Report each line of the entries that includes "white" by copying it.

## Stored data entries
****
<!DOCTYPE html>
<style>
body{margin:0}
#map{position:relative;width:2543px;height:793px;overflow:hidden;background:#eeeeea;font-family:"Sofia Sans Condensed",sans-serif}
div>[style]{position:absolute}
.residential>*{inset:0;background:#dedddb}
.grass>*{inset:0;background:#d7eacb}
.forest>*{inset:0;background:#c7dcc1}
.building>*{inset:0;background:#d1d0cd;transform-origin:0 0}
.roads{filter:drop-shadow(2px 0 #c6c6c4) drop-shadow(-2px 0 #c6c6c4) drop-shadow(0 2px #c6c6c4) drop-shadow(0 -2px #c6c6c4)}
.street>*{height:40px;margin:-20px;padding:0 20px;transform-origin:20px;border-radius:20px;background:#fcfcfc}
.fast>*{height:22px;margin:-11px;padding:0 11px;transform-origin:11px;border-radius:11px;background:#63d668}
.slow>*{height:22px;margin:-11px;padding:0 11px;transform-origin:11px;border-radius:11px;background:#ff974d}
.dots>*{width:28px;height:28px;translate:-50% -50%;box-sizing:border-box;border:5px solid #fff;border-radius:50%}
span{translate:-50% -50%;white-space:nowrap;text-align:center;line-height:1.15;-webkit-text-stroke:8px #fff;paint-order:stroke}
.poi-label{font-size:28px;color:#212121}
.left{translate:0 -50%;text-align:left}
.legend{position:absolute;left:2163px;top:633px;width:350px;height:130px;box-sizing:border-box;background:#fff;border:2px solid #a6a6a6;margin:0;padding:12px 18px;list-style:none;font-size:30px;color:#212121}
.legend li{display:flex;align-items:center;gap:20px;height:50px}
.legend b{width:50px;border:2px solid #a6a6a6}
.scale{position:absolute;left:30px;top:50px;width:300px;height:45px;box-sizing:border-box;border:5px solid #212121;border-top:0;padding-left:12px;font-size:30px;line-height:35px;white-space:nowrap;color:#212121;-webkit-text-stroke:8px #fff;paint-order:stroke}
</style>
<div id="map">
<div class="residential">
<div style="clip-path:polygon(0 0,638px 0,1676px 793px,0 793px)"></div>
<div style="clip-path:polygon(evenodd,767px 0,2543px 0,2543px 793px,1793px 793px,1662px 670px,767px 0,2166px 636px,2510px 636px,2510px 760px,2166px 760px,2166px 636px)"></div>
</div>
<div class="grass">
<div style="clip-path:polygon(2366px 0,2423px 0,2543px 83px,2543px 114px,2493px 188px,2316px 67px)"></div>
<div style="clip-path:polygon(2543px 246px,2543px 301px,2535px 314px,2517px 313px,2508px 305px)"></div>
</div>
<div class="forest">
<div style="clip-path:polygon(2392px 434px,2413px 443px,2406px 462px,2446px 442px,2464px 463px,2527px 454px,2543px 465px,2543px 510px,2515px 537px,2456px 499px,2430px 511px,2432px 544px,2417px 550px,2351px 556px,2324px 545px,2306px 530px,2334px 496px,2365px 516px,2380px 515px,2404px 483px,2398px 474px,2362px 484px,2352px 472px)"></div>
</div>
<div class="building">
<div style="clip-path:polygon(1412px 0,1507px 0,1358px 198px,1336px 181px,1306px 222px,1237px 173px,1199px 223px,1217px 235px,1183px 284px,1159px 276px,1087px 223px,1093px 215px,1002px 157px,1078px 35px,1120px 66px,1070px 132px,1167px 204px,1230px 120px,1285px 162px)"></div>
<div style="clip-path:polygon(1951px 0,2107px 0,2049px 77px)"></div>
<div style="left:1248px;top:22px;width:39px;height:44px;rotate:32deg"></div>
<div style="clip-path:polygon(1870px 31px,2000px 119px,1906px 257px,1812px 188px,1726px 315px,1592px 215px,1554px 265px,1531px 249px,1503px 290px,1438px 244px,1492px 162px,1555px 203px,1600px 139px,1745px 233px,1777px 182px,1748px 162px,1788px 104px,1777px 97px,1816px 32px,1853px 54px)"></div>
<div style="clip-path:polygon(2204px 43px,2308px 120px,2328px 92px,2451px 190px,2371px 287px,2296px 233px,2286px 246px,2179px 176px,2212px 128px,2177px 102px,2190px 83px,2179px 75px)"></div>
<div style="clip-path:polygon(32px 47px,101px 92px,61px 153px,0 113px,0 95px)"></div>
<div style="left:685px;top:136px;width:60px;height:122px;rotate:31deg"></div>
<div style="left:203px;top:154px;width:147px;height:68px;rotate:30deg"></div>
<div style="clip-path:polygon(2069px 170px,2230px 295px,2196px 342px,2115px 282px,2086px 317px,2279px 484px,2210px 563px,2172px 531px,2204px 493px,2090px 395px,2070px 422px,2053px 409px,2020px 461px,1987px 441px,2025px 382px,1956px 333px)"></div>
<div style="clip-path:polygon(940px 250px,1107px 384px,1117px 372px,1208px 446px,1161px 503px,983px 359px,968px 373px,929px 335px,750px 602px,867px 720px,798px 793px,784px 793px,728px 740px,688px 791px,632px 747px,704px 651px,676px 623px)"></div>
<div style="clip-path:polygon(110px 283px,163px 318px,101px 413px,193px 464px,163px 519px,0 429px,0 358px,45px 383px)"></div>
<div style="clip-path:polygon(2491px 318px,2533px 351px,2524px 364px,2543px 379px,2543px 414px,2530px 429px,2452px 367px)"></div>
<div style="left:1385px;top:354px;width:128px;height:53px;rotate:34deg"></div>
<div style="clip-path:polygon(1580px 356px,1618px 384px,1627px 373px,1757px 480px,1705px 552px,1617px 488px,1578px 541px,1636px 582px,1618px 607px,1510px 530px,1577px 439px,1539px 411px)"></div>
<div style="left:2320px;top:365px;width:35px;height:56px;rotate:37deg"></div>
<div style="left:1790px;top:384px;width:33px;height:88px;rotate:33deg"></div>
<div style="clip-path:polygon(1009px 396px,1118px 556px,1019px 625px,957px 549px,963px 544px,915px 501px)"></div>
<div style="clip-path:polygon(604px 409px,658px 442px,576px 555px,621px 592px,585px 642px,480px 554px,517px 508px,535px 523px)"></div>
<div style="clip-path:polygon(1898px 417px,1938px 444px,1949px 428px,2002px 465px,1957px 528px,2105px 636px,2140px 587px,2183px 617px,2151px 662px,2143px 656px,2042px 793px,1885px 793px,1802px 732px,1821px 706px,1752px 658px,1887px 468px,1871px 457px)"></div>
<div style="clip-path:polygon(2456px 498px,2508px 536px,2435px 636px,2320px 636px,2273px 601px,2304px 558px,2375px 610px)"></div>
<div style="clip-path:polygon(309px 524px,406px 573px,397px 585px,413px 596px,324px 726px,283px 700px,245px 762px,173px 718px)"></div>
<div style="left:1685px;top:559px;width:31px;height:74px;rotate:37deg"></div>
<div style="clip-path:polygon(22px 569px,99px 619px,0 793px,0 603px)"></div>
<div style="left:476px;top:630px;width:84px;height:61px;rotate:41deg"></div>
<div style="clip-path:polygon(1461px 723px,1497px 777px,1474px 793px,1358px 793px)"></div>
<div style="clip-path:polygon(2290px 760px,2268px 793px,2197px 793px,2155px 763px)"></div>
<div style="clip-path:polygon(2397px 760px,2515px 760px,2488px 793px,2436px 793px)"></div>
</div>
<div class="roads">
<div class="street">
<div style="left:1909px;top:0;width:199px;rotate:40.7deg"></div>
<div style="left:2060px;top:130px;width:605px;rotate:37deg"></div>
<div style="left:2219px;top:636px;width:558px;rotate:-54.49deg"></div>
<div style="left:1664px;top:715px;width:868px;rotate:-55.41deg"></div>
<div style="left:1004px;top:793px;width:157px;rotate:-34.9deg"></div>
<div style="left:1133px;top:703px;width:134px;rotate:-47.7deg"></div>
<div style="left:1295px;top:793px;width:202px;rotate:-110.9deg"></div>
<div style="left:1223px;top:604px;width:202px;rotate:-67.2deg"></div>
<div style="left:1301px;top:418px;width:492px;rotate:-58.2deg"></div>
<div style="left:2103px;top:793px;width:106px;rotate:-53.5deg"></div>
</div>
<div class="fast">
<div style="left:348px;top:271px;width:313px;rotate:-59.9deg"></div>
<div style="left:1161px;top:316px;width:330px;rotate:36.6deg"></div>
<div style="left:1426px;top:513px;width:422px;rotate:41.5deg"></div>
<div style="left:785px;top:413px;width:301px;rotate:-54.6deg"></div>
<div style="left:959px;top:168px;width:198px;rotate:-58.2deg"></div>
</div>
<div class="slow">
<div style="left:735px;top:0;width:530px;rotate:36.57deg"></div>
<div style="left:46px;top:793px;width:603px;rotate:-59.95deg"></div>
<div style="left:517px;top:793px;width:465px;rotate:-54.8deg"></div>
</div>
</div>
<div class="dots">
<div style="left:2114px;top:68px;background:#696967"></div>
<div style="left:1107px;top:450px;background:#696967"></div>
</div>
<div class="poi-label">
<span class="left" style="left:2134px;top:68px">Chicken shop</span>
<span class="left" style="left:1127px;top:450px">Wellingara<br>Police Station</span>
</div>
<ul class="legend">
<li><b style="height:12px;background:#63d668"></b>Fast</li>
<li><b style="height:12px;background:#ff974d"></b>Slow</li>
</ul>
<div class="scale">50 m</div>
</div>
****
## Reply
span{translate:-50% -50%;white-space:nowrap;text-align:center;line-height:1.15;-webkit-text-stroke:8px #fff;paint-order:stroke}
.scale{position:absolute;left:30px;top:50px;width:300px;height:45px;box-sizing:border-box;border:5px solid #212121;border-top:0;padding-left:12px;font-size:30px;line-height:35px;white-space:nowrap;color:#212121;-webkit-text-stroke:8px #fff;paint-order:stroke}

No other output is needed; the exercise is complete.